Howto | Protect against rootkits

Apparently Rootkits are a major problem in the linux world. Unlike viruses, you are much more likely to be infected without realising that you even have a problem. The purpose of this document is twofold:

  1. Check for existing infection
  2. Protect against future infection

If you are unsure what a Rootkit is, then please read the Rootkit Wikipedia page before continuing.

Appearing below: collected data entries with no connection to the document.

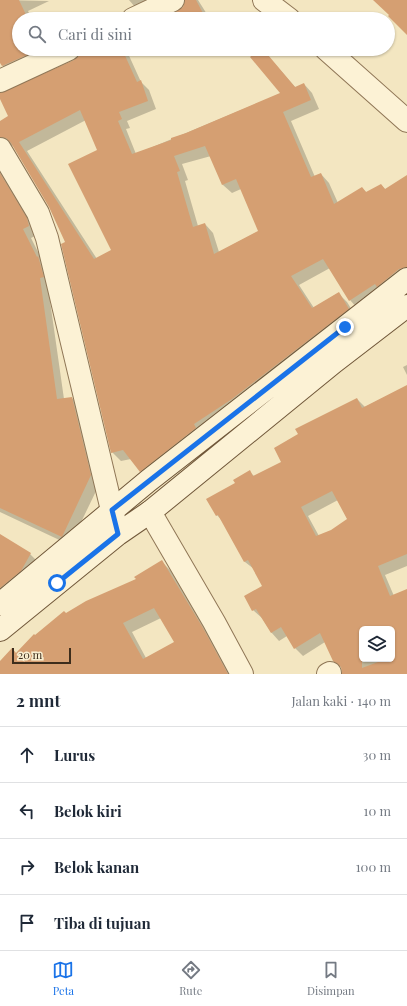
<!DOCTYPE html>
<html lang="id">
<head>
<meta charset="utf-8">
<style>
	body { margin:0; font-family:"Playfair Display",serif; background:#f6f6f7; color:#1f2937 }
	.controls { position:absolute; right:12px; bottom:12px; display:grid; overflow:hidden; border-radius:6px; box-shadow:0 1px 3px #0004 }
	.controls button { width:36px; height:36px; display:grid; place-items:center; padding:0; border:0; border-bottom:1px solid #e0e1e3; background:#fff; color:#1f2937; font:20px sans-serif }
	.scale { position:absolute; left:12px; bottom:10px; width:59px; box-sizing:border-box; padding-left:4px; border:2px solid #3d2d1c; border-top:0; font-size:11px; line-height:14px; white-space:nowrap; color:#3d2d1c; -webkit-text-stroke:3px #f9efd1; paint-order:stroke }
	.stop { position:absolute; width:12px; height:12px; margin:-9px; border:3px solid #1a73e8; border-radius:50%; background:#fff }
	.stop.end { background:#1a73e8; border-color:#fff; box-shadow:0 1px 4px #0008 }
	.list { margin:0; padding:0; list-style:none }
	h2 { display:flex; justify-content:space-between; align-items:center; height:52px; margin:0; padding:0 16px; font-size:17px }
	h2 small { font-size:13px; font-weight:400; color:#747a83 }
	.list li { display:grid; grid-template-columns:26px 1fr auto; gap:12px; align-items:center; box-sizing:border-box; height:56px; padding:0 16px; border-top:1px solid #e0e1e3 }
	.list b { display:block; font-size:15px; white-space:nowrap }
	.list em { font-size:13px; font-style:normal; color:#747a83 }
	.icon { flex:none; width:22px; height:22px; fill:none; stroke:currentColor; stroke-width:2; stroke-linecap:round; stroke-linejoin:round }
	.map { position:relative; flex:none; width:407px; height:674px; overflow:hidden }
	.search { position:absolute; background:#fff; box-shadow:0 1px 3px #0004; left:12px; right:12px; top:12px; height:44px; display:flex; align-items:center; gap:10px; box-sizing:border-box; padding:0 14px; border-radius:22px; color:#747a83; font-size:15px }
	.sheet { height:276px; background:#fff }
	nav { display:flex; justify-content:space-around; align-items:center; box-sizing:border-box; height:56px; border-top:1px solid #e0e1e3; background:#fff; font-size:11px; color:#747a83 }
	nav a { display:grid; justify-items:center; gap:2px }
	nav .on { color:#1a73e8 }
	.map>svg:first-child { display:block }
	.shadow { fill:#0003; fill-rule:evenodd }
	.building { fill:#d59f72; fill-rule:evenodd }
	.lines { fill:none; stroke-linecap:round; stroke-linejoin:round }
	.street-casing { stroke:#8f7656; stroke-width:24 }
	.secondary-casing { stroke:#705739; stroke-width:24 }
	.street { stroke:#fcf2d5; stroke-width:22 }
	.secondary { stroke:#fcf2d5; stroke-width:22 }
	.route { stroke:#1a73e8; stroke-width:5 }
</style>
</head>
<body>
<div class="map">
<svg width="407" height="674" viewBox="0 0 407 674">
	<rect width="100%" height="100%" fill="#f3e6c1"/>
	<path class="shadow" d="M 0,0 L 49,1 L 28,11 L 32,19 L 19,19 L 19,49 L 37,49 L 42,61 L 12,75 L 3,66 L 0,60 Z
		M 129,0 L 172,0 L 141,14 Z
		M 185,0 L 198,0 L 210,19 L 168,19 L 184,8 Z
		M 82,49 L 126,49 L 141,82 L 149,90 L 156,109 L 127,121 L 130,128 L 126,129 L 136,154 L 282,93 L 262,49 L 296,88 L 304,84 L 312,93 L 319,109 L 291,121 L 315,177 L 321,174 L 329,183 L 338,203 L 362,188 L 367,193 L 381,185 L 386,190 L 407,177 L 407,278 L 358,309 L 350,300 L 330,268 L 299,285 L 314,308 L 338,293 L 347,302 L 357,318 L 149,480 L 131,459 L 121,461 L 112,452 L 67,243 L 50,206 L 14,146 L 9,145 L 0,149 L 0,138 L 5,136 L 0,136 L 0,122 L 9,116 L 0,94 L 75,61 L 80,56 ZM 86,120 L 99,150 L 112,251 L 97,259 L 27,151 ZM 211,156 L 223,185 L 232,193 L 241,189 L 259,231 L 219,252 L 213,233 L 205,224 L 198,226 L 185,181 L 188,180 L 182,164 Z
		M 0,169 L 37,235 L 31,238 L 43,262 L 48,287 L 64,399 L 72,398 L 80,407 L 99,485 L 70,545 L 0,512 Z
		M 407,365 L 407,375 L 403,367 Z
		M 407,386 L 407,566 L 385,575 L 394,596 L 407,590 L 407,674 L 343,674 L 343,669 L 334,661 L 325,642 L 303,656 L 295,648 L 287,636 L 279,641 L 271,632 L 262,618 L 253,610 L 264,587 L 254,569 L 245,562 L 223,522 L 217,515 L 236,484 L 250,472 L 255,477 L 283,462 L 357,399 L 365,407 ZM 338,500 L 348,520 L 331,531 L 319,536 L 308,516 ZM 362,629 L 392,629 L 392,659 L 362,659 Z
		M 0,536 L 30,554 L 39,563 L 0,590 Z
		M 162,562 L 171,571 L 231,674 L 0,674 L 0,663 L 16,654 L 35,636 L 66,614 L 137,579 ZM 161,618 L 176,642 L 146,658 L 132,632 Z"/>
	<path class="building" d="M 0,0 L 19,0 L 28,19 L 19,19 L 19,49 L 33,49 L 34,52 L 2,66 L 0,63 Z
		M 185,0 L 196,0 L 206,19 L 167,19 L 166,17 L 183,7 Z
		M 373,0 L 407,0 L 407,35 L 388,16 L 389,15 Z
		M 81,49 L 122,49 L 137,82 L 141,80 L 148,101 L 119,112 L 122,119 L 118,121 L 132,154 L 171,140 L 171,138 L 186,133 L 280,93 L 250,57 L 259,49 L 263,49 L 295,87 L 304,83 L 311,100 L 283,112 L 311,177 L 321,173 L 334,204 L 362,187 L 366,192 L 381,184 L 385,189 L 407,175 L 407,267 L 399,269 L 377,287 L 375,284 L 349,301 L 323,259 L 291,276 L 312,308 L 339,292 L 349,309 L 232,399 L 194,424 L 196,428 L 140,472 L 123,450 L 111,453 L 61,244 L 65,242 L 49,207 L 11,143 L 6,138 L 0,137 L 0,121 L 8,116 L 0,99 L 0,93 L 74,60 L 79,56 ZM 80,110 L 97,150 L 68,164 L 111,250 L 94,259 L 19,142 ZM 205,146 L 222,185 L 236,179 L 258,231 L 214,254 L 205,223 L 193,227 L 177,172 L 180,171 L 174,156 Z
		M 0,173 L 27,218 L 29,226 L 23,229 L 37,257 L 38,256 L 44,277 L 40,278 L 57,399 L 72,397 L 91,475 L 62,537 L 0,508 Z
		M 407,385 L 407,554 L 378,566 L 390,596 L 407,589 L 407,674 L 342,674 L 341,667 L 333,661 L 320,633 L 294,649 L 281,627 L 271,633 L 256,609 L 252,611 L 244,596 L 262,586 L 248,560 L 244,562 L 218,515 L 216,516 L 206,499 L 235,483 L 233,480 L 250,470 L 253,476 L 281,462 L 274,448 L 298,434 L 295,429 L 357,398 L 362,408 ZM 332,491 L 347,519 L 331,530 L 316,536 L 301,507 ZM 362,629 L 392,629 L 392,659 L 386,659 L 362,668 Z
		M 0,534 L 31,553 L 21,571 L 0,588 Z
		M 162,560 L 203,628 L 228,674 L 0,674 L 0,661 L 12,648 L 16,653 L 34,634 L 35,635 L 64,611 L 66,613 L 86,601 L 136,579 L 134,577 ZM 154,608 L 174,642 L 143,659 L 123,623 Z"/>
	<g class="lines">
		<g class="street-casing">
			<path id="street" d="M 264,0 L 289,19
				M 133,19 L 173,0
				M 326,49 L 407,121
				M 0,81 L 69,49
				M 0,149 L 38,213 L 47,238 L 116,527
				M 150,512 L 214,622 L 242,674
				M 328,674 L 330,673"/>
		</g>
		<g class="secondary-casing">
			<path id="secondary" d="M 0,604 L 148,481 L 407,279
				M 0,630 L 118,534 L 150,512 L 334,362 L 407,306"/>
		</g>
		<use href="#street" class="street"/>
		<use href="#secondary" class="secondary"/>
	</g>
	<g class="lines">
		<path class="route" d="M 57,583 L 118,534 L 112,510 L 345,327"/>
	</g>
</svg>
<div class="controls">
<button><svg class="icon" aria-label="layers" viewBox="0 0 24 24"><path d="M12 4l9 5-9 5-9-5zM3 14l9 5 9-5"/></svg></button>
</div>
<div class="scale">20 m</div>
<div class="stop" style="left:57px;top:583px"></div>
<div class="stop end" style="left:345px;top:327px"></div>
<div class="search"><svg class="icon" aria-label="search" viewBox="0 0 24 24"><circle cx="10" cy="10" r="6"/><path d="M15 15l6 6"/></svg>Cari di sini</div>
</div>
<section class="sheet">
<h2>2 mnt<small>Jalan kaki · 140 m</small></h2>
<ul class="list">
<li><svg class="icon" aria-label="ahead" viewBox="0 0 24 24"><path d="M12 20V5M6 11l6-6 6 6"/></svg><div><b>Lurus</b></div><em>30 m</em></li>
<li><svg class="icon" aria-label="left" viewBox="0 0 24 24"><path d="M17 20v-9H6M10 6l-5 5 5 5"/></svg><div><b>Belok kiri</b></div><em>10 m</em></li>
<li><svg class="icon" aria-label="right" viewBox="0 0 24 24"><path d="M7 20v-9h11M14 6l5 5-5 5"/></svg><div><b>Belok kanan</b></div><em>100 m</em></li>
<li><svg class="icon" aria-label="arrive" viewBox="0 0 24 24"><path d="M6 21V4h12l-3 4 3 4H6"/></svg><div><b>Tiba di tujuan</b></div></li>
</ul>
</section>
<nav>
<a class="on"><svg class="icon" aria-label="map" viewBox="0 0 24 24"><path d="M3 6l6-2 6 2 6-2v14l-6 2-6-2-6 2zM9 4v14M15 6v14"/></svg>Peta</a>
<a><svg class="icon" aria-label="directions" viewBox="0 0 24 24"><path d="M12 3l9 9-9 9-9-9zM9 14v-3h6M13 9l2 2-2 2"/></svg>Rute</a>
<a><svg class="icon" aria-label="saved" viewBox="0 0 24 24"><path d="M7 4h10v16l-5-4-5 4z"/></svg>Disimpan</a>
</nav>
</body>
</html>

This is how I checked and protected against rootkits and is not how I would recommend that anyone else should do so.

Step 1: rkhunter

I suggest you visit the rkhunter website at:

$ sudo apt-get install rkhunter
$ sudo rkhunter --upgrade
$ sudo rkhunter --checkall --createlogfile

Read the output and take corrective action as required.

Step 2: chkrootkit

I suggest you visit the chkrootkit website at:

In particular, the FAQS would suggest that you shouldn’t trust the chkrootkit to use the commands on your system, bearing in mind that you suspect that they might be compromised; I chose not to take this additional precaution - you should make your decision based on the exposure of your server to the Internet and your assessment of the likelihood of your having a rootkit.

$ sudo apt-get install chkrootkit
$ sudo chkrootkit

Step 4: tripwire

Tripwire creates a database of your system files and then tracks any changes to them.

$ sudo apt-get install tripwire

Follow all the prompts, which will require you to create a Site Key Pass-phrase and a Local key Pass-phrase. Next we need to create the database:

$ sudo tripwire --init
Wrote database file: /var/lib/tripwire/
The database was successfully generated.

Next we run a first check:

$ sudo tripwire --check

This will doubtless come back with far more information than you really want. For example I received loads of lines about “/proc/PIDNO/”.